Revenue volatility – two words that hit close to home for any sales professional in this disruptive market. Maintaining consistent revenue has become a delicate balance of strategy and adaptability.
Explore key indicators of revenue volatility and outline actions you can take to help mitigate revenue fluctuations with confidence.
Picture the last four years: it’s been a whirlwind of challenges for sales professionals from all angles. The global health crisis, inflation, a potential recession, and intense competition are just a few factors causing instability. It’s no surprise that consumers and businesses are reassessing their spending habits, fostering a more risk-averse environment.

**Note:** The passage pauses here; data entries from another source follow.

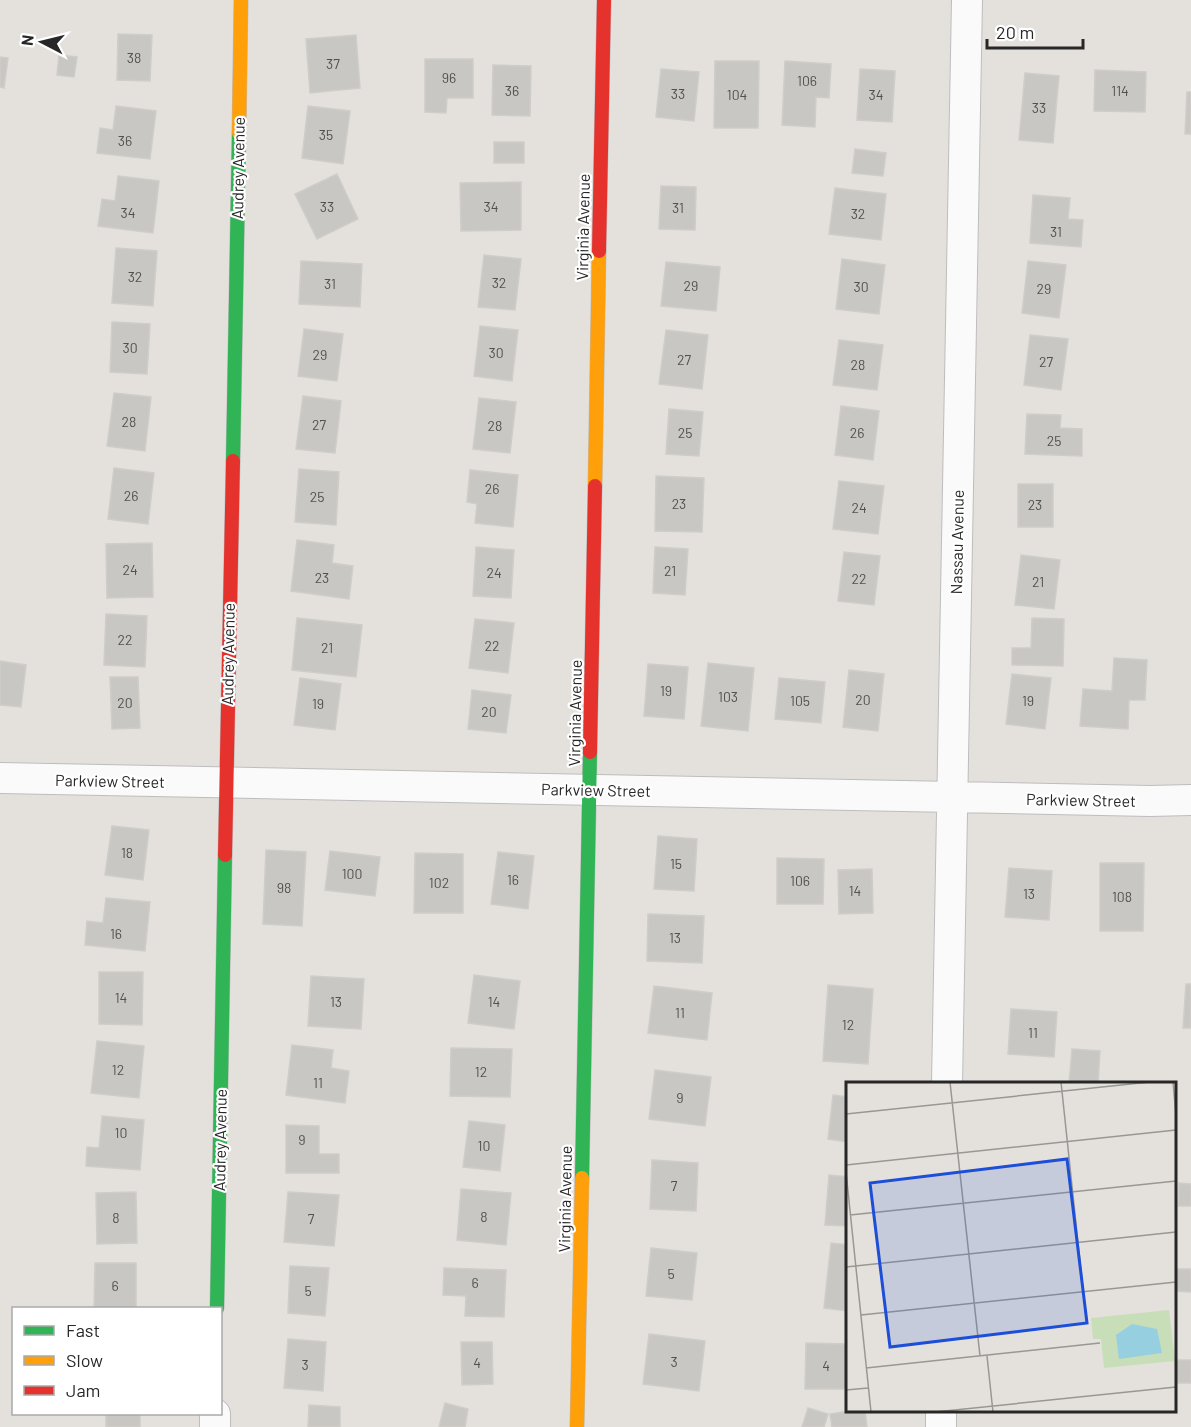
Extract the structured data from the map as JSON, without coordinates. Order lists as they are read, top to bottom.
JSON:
{
  "streets": {
    "street": [
      "Audrey Avenue",
      "Virginia Avenue",
      "Nassau Avenue",
      "Parkview Street"
    ]
  },
  "crossings": [
    ["Audrey Avenue", "Parkview Street"],
    ["Virginia Avenue", "Parkview Street"],
    ["Nassau Avenue", "Parkview Street"]
  ],
  "house_numbers": [
    "38",
    "37",
    "96",
    "106",
    "36",
    "114",
    "33",
    "104",
    "34",
    "33",
    "35",
    "36",
    "33",
    "34",
    "31",
    "34",
    "32",
    "31",
    "32",
    "32",
    "31",
    "29",
    "30",
    "29",
    "30",
    "30",
    "29",
    "27",
    "27",
    "28",
    "28",
    "27",
    "28",
    "25",
    "26",
    "25",
    "26",
    "26",
    "25",
    "23",
    "23",
    "24",
    "24",
    "21",
    "24",
    "23",
    "22",
    "21",
    "22",
    "22",
    "21",
    "19",
    "103",
    "20",
    "105",
    "19",
    "20",
    "19",
    "20",
    "18",
    "15",
    "100",
    "16",
    "106",
    "102",
    "98",
    "14",
    "13",
    "108",
    "16",
    "13",
    "14",
    "13",
    "14",
    "11",
    "12",
    "11",
    "12",
    "12",
    "11",
    "9",
    "10",
    "9",
    "10",
    "7",
    "8",
    "8",
    "7",
    "5",
    "6",
    "6",
    "5",
    "3",
    "4",
    "3",
    "4"
  ],
  "legend": ["Fast", "Slow", "Jam"],
  "scale_bar": "20 m",
  "north": "left"
}
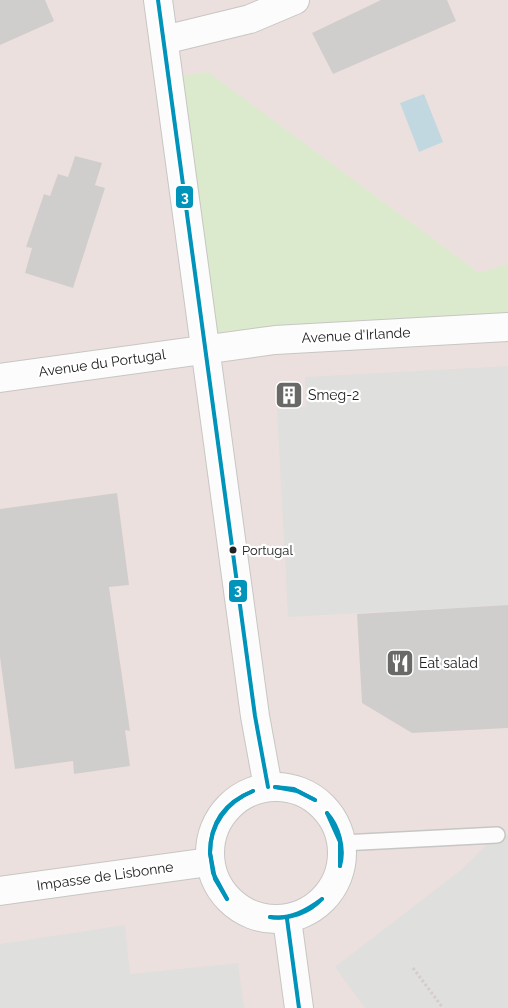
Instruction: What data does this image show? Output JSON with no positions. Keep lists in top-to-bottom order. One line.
{"streets":{"street":["Avenue d'Irlande","Avenue du Portugal","Impasse de Lisbonne"]},"crossings":[["Avenue d'Irlande","Avenue du Portugal"]],"places":{"building":["Smeg-2"],"other":["Portugal"],"restaurant":["Eat salad"]},"lines":["transit line 3"]}
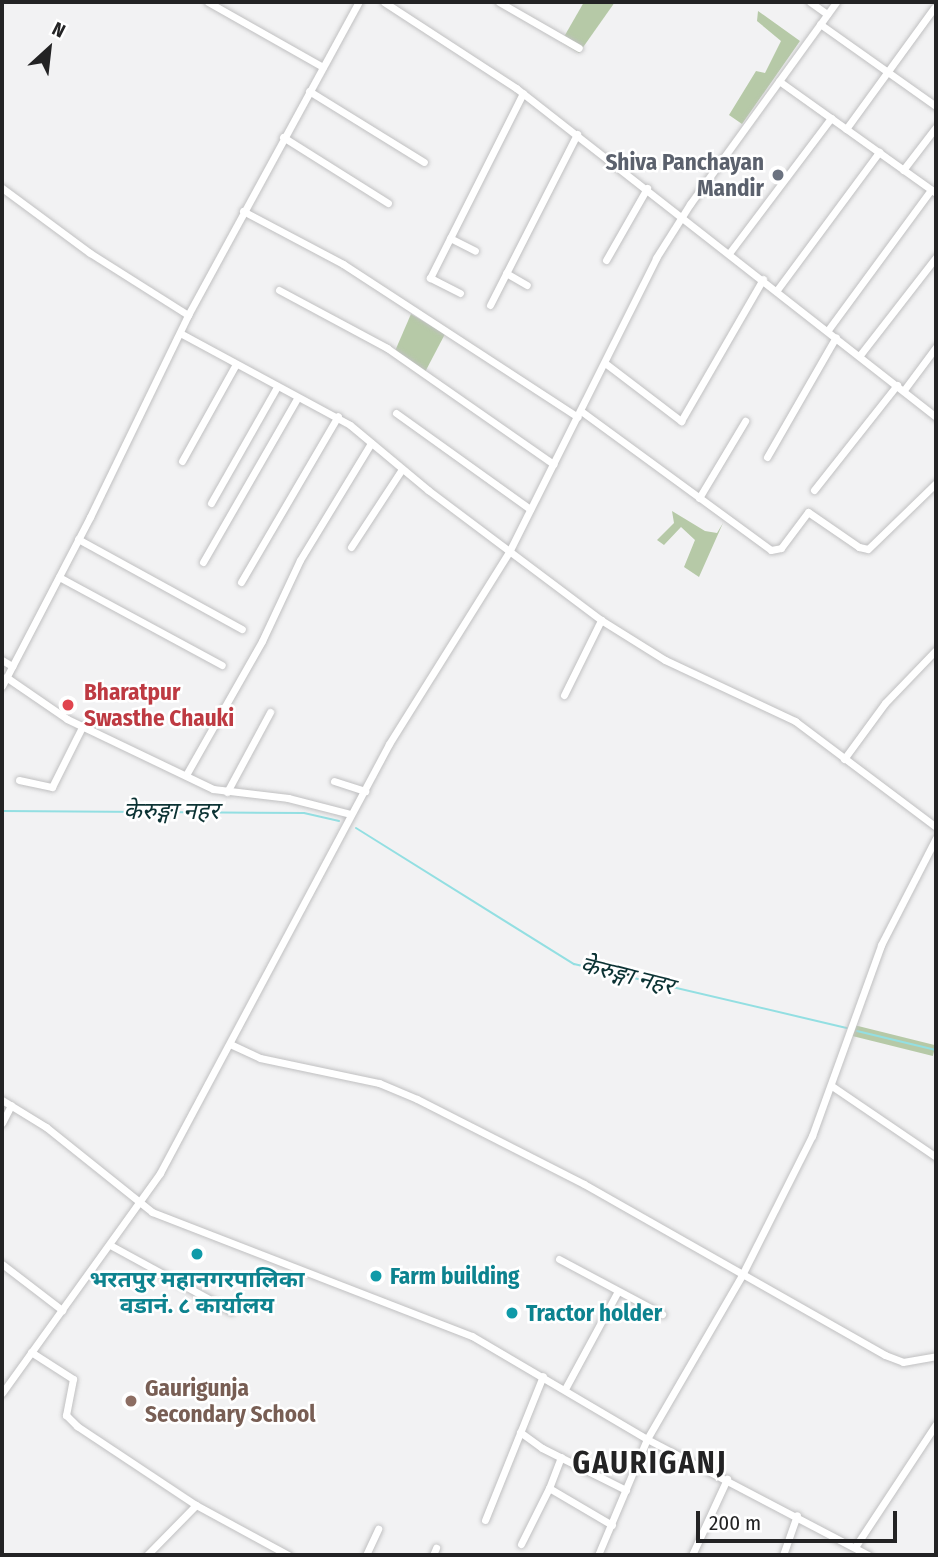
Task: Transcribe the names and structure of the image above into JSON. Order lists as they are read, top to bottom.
{
  "districts": ["GAURIGANJ"],
  "water": ["केरुङ्गा नहर", "केेरुङ्गा नहर"],
  "places": [
    "Shiva Panchayan Mandir",
    "Bharatpur Swasthe Chauki",
    "भरतपुर महानगरपालिका वडानं. ८ कार्यालय",
    "Farm building",
    "Tractor holder",
    "Gaurigunja Secondary School"
  ],
  "scale_bar": "200 m",
  "north": "top right"
}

As if that wasn't enough, there is instability in the labor and talent markets. And companies are steadily decreasing their capital spending between now and 2025. It all leads to confusion over how to best lead and manage a business. Less than 50% of sellers in the past five years have hit their quotas. There’s uncertainty in where to invest, who to trust, and what’s going to happen next.
To shed more light on the issue, we took a closer look at the performance of Fortune 500 companies over the past decade. We examined their revenue volatility, measuring how much their revenue has fluctuated year to year.

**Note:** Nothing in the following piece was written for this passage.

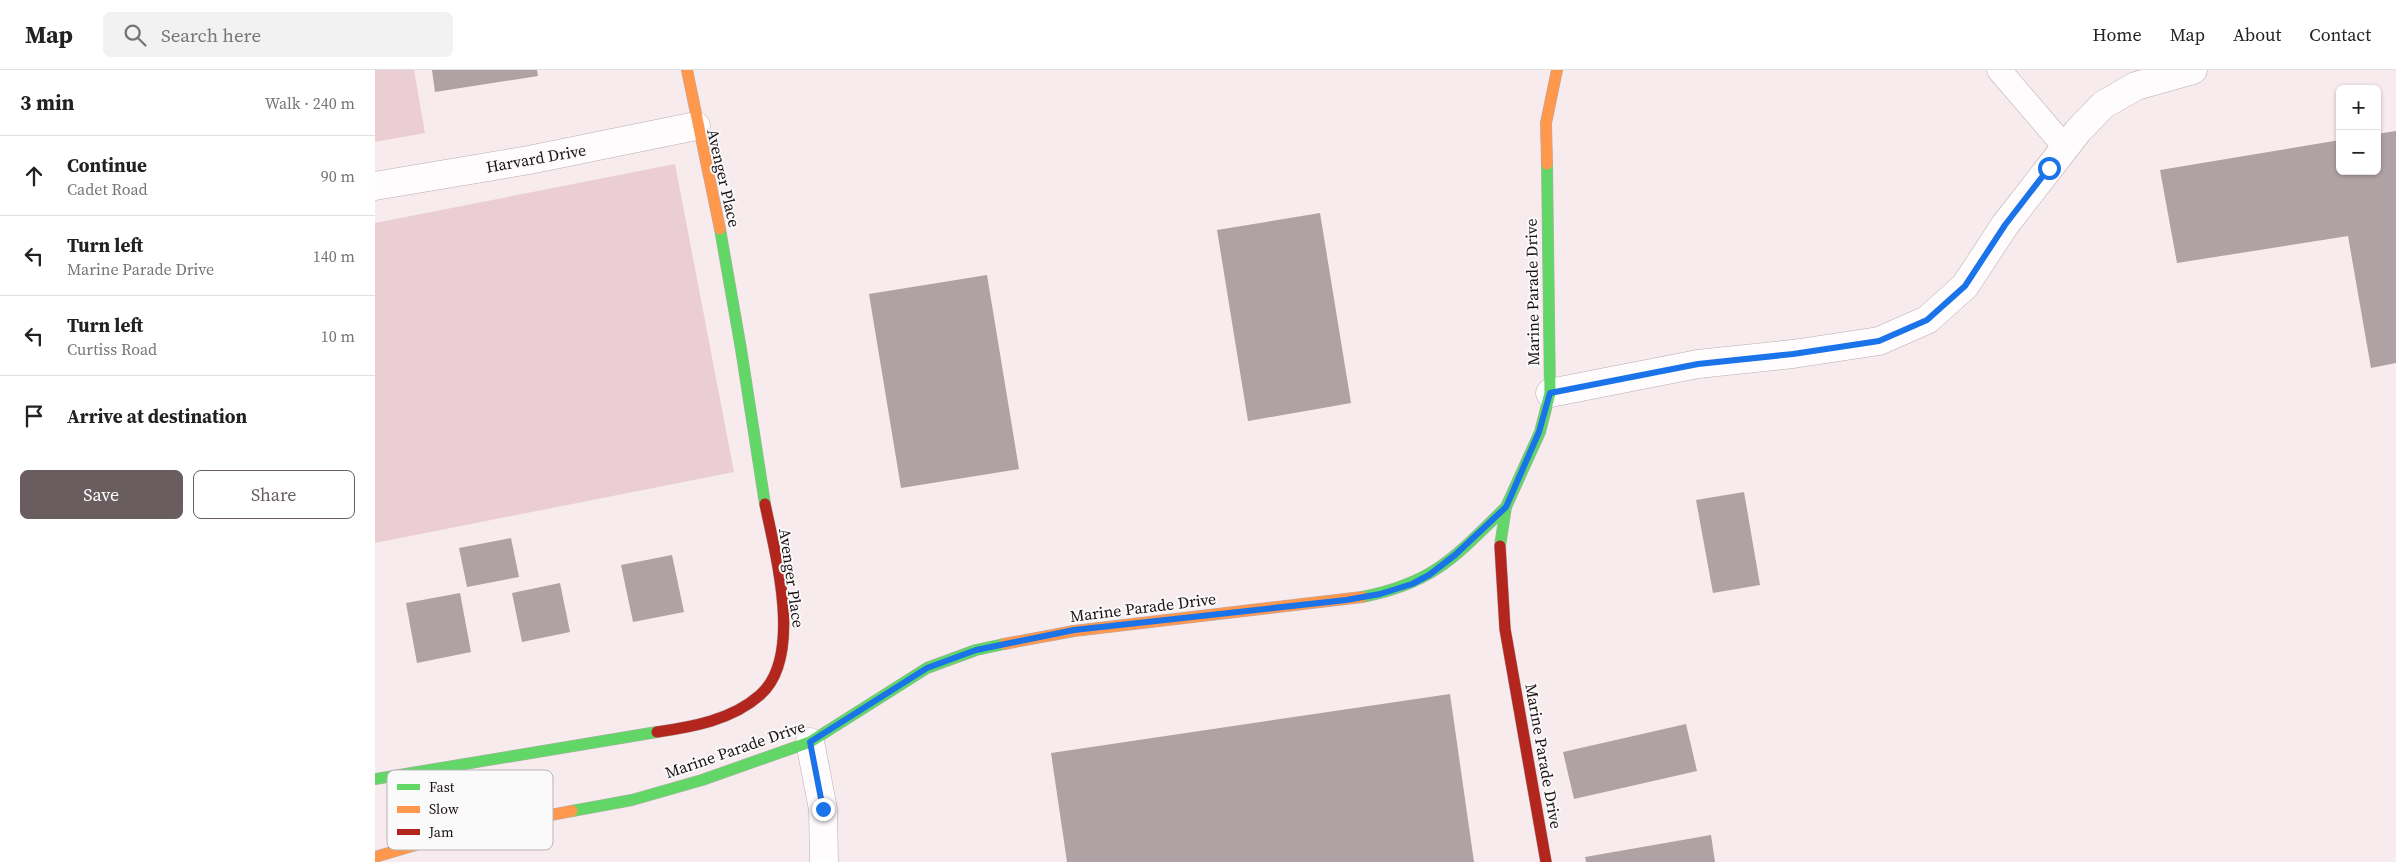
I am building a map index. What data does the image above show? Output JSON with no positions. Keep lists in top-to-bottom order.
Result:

Between 2013 and 2017, there was moderate fluctuation, with an average year-over-year change of 5.5%. However, from 2018 to 2022, you really start to see the spikes. The revenue volatility number more than doubled as external and internal factors became even more intense.
What does this tell us? It's evident that predicting or controlling revenue is more challenging today, than it has been over the last 10 years. And that’s really impacting sales leaders confidence moving forward.

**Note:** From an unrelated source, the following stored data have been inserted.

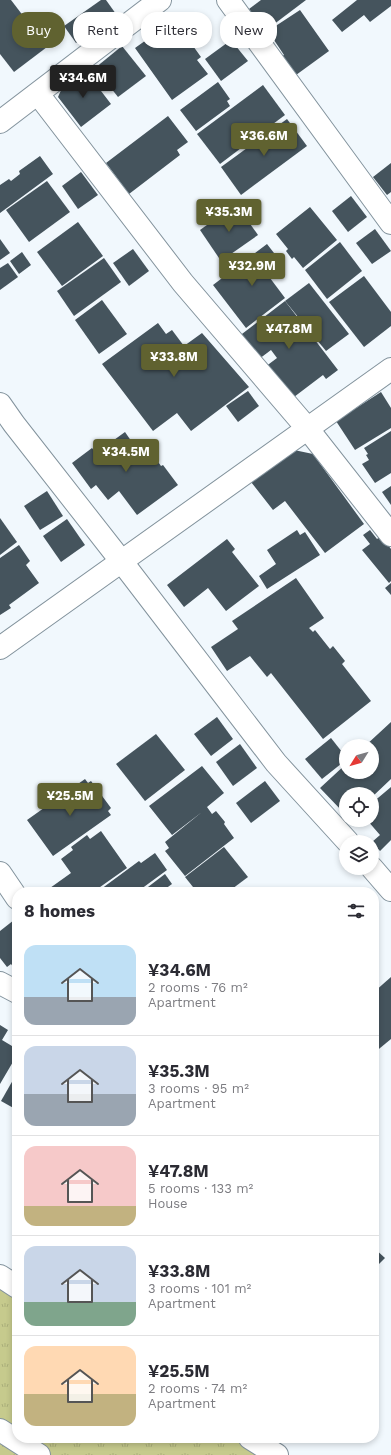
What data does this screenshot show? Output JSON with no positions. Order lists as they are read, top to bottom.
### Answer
{
  "north": "bottom left",
  "page": {
    "chip": [
      "Buy",
      "Rent",
      "Filters",
      "New"
    ],
    "price": [
      "¥34.6M",
      "¥36.6M",
      "¥35.3M",
      "¥32.9M",
      "¥47.8M",
      "¥33.8M",
      "¥34.5M",
      "¥25.5M"
    ],
    "heading": "8 homes",
    "list": [
      {
        "name": "¥34.6M",
        "note": "2 rooms · 76 m² · Apartment"
      },
      {
        "name": "¥35.3M",
        "note": "3 rooms · 95 m² · Apartment"
      },
      {
        "name": "¥47.8M",
        "note": "5 rooms · 133 m² · House"
      },
      {
        "name": "¥33.8M",
        "note": "3 rooms · 101 m² · Apartment"
      },
      {
        "name": "¥25.5M",
        "note": "2 rooms · 74 m² · Apartment"
      }
    ]
  }
}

So how can you be more confident in your planning and decision-making? The first step is try to get ahead of it.
To effectively tackle revenue volatility, it is essential to pay attention to the early warning signs. Harvard Business Review suggests when companies identify “trigger points, signposts, and metrics” to keep an eye on, it creates a competitive advantage. It gives you more agility to shift strategies before the competition is made aware.
Sales Key Performance Indicators (KPIs) that can indicate volatility:
The monthly, quarterly, and annual revenue numbers are your North Star. Consistently monitor them to spot trends and irregularities.
A dip or surge in growth rates over time can indicate potential revenue volatility on the horizon.
High customer churn rates may suggest underlying problems affecting your revenue stream.
Over-reliance on a few key customers can be risky. Diversify your customer base to mitigate the impact of sudden changes in their business circumstances.
Fluctuations in cash flow can disrupt your day-to-day operations and negatively impact revenue stability.
The number of deals in your pipeline and their stages provide a glimpse into future revenue. An unhealthy pipeline could signify potential trouble.
Accurate forecasts help you anticipate shifts in demand and plan resources accordingly.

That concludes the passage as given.